The meatier error is now:
[2024-04-16 17:02:02,245] [0/1_1] torch._dynamo.symbolic_convert.__trace_source: [DEBUG] TRACE starts_line /usr/local/lib/python3.10/dist-packages/bitsandbytes/nn/modules.py:415 in set_compute_type (Params4bit.to.to.to.Linear4bit.set_compute_type) (inline depth: 3)
[2024-04-16 17:02:02,245] [0/1_1] torch._dynamo.symbolic_convert.__trace_source: [DEBUG] self.compute_dtype = x.dtype
[2024-04-16 17:02:02,246] [0/1_1] torch._dynamo.symbolic_convert: [DEBUG] TRACE LOAD_FAST x []
[2024-04-16 17:02:02,248] [0/1_1] torch._dynamo.symbolic_convert: [DEBUG] TRACE LOAD_ATTR dtype [TensorVariable()]
[2024-04-16 17:02:02,249] [0/1_1] torch._dynamo.symbolic_convert: [DEBUG] TRACE LOAD_FAST self [ConstantVariable(dtype)]
[2024-04-16 17:02:02,250] [0/1_1] torch._dynamo.symbolic_convert: [DEBUG] TRACE STORE_ATTR compute_dtype [ConstantVariable(dtype), UnspecializedNNModuleVariable(Linear4bit)]
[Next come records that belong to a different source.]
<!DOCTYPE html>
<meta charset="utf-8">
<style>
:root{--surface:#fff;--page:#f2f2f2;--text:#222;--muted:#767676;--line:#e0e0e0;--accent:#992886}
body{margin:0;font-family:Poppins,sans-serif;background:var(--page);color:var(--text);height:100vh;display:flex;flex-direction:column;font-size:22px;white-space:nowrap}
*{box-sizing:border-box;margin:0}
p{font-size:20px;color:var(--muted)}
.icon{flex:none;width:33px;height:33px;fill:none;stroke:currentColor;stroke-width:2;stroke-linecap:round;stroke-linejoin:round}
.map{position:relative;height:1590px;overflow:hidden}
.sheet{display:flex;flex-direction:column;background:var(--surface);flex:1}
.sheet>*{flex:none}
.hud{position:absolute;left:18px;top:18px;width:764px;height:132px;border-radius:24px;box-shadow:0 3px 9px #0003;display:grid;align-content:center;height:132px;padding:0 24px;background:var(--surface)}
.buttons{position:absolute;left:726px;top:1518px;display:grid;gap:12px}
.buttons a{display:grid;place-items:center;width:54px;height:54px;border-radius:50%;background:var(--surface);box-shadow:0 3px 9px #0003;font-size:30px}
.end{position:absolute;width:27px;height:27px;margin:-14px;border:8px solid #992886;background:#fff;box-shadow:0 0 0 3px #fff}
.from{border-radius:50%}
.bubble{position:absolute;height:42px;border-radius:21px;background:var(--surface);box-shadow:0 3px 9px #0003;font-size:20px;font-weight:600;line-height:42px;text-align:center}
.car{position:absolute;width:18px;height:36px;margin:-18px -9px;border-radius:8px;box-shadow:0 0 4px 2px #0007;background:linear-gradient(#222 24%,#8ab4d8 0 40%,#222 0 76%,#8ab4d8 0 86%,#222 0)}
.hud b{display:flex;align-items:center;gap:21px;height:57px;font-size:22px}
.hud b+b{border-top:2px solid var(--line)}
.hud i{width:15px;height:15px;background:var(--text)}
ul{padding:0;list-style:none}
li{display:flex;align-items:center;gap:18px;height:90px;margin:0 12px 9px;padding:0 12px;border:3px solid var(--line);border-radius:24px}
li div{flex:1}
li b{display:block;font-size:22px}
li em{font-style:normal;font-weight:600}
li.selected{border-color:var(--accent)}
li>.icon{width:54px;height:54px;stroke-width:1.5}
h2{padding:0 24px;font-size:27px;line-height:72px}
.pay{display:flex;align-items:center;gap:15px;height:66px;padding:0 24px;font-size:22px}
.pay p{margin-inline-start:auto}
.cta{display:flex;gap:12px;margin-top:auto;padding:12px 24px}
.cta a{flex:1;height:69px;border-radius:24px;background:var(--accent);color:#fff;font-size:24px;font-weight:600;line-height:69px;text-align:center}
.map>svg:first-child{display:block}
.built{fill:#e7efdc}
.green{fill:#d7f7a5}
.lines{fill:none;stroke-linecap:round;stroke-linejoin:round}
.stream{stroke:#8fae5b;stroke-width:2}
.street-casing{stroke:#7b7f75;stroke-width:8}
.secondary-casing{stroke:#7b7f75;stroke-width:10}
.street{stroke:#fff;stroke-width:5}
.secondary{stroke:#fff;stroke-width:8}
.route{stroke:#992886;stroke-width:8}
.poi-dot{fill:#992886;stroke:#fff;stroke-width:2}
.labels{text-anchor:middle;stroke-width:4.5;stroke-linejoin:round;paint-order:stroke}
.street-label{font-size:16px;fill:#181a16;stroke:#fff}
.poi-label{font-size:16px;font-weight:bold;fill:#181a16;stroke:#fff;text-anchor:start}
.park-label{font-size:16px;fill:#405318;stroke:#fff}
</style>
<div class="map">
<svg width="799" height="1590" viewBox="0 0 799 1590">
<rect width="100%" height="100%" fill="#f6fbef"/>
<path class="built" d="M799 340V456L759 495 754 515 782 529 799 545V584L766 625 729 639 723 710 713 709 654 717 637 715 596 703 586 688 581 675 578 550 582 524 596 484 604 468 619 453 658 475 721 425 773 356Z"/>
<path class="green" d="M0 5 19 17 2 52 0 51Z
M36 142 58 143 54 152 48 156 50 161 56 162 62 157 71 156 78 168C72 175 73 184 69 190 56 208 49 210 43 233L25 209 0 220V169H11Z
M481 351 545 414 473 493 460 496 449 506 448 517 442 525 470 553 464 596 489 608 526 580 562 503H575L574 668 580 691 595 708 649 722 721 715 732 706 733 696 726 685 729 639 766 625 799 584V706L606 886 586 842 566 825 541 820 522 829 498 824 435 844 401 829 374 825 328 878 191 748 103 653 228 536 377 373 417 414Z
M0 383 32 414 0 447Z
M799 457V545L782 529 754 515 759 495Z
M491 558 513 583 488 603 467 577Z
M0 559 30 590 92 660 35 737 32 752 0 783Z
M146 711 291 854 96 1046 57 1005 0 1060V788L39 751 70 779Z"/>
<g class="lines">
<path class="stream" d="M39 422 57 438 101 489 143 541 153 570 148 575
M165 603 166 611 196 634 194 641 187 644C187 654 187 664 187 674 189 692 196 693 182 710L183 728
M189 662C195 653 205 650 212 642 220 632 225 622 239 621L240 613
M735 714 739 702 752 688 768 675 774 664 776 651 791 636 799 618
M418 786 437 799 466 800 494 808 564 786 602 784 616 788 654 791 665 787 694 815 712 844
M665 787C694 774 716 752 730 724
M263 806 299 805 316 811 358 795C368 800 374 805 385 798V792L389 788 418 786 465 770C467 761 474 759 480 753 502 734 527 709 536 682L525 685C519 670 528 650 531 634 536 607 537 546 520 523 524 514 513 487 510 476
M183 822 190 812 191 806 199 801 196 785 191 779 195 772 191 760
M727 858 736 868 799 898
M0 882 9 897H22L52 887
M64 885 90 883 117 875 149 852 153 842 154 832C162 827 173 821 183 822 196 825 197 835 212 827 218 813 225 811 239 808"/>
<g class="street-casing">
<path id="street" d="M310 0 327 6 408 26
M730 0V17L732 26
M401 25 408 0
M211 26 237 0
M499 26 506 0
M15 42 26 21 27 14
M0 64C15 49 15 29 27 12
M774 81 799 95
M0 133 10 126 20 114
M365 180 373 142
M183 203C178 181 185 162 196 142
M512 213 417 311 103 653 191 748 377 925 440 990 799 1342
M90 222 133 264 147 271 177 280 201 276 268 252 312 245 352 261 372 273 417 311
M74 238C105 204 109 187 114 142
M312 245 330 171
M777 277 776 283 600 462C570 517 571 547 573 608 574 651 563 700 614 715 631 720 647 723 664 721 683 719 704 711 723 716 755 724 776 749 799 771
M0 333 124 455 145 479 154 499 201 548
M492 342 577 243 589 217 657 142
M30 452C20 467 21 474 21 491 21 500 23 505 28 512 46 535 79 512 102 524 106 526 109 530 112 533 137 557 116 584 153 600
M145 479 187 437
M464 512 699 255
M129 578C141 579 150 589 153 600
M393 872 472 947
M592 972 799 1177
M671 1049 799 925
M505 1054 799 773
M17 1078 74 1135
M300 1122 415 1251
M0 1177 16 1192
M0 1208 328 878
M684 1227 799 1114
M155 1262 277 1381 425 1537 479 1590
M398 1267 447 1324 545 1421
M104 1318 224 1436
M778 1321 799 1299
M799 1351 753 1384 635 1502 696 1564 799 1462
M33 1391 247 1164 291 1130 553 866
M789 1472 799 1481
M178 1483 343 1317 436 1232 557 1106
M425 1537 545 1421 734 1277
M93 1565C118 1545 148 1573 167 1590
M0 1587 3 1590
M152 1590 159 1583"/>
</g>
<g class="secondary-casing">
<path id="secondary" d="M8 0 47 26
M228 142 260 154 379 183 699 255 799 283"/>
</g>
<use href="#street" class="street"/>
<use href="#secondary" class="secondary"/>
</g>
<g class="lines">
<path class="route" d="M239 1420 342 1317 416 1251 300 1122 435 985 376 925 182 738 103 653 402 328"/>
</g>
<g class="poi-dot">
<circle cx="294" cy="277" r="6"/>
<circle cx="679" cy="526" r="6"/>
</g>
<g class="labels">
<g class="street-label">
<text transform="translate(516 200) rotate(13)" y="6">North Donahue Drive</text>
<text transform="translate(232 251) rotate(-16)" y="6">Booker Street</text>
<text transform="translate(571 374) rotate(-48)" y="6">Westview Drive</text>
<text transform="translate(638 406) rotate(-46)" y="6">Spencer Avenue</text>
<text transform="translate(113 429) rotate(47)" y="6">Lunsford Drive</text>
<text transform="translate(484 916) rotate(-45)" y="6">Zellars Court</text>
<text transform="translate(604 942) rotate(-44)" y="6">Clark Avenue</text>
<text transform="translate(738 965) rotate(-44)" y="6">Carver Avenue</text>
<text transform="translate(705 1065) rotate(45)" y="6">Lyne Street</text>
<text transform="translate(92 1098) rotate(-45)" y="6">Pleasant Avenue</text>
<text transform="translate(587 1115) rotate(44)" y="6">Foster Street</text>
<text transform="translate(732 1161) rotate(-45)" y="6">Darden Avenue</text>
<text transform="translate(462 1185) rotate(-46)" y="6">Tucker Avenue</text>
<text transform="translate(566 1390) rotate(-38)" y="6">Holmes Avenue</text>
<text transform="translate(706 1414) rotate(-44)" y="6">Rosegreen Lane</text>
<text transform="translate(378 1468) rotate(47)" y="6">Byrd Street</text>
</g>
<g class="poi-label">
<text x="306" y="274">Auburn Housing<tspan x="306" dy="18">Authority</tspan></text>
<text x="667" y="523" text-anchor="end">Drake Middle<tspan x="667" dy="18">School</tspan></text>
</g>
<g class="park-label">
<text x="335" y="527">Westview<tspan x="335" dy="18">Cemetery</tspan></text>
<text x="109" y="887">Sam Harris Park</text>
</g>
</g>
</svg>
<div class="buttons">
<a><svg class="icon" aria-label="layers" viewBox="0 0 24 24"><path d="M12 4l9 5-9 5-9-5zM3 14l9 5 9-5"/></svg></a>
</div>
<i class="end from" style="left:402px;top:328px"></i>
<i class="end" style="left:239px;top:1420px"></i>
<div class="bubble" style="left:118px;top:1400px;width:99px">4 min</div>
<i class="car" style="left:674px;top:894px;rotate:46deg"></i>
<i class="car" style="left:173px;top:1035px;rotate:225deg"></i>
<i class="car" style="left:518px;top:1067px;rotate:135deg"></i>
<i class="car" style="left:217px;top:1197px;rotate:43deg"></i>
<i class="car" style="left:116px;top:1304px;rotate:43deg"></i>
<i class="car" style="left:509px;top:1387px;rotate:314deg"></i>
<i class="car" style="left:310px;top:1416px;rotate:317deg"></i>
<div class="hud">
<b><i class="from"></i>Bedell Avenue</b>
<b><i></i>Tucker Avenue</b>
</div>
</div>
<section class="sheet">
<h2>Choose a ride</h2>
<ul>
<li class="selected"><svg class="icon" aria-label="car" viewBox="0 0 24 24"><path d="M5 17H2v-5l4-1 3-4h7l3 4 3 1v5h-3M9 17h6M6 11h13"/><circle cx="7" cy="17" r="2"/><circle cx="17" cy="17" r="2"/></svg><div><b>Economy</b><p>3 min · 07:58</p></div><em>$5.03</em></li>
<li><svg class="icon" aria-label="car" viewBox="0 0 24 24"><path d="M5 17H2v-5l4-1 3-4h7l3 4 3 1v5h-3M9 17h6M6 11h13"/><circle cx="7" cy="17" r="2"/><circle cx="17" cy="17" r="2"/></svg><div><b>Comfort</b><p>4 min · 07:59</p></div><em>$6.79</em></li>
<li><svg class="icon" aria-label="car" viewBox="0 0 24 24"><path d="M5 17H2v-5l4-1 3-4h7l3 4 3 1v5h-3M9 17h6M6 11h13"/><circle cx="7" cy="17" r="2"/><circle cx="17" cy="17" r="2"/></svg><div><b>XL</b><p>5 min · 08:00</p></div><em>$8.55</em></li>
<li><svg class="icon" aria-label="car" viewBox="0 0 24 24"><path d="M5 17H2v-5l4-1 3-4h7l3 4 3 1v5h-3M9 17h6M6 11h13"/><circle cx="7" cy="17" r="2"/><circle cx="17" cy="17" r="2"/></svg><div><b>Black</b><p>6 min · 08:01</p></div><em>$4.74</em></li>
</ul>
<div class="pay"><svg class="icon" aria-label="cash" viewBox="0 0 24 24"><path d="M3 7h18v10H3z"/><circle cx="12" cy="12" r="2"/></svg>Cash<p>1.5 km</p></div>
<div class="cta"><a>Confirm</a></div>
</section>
[2024-04-16 17:02:02,252] [0/1_1] torch._dynamo.symbolic_convert: [DEBUG] empty checkpoint
[2024-04-16 17:02:02,253] [0/1_1] torch._dynamo.symbolic_convert: [DEBUG] FAILED INLINING <code object set_compute_type at 0x789318d28b30, file "/usr/local/lib/python3.10/dist-packages/bitsandbytes/nn/modules.py", line 411>
[2024-04-16 17:02:02,255] [0/1_1] torch._dynamo.symbolic_convert: [DEBUG] empty checkpoint
[2024-04-16 17:02:02,256] [0/1_1] torch._dynamo.symbolic_convert: [DEBUG] FAILED INLINING <code object forward at 0x789318d28c90, file "/usr/local/lib/python3.10/dist-packages/bitsandbytes/nn/modules.py", line 442>
[2024-04-16 17:02:02,257] [0/1_1] torch._dynamo.symbolic_convert: [DEBUG] empty checkpoint
[2024-04-16 17:02:02,258] [0/1_1] torch._dynamo.symbolic_convert: [DEBUG] FAILED INLINING <code object _call_impl at 0x789326b383a0, file "/usr/local/lib/python3.10/dist-packages/torch/nn/modules/module.py", line 1513>
[2024-04-16 17:02:02,259] [0/1_1] torch._dynamo.symbolic_convert: [DEBUG] empty checkpoint
---------------------------------------------------------------------------
Unsupported Traceback (most recent call last)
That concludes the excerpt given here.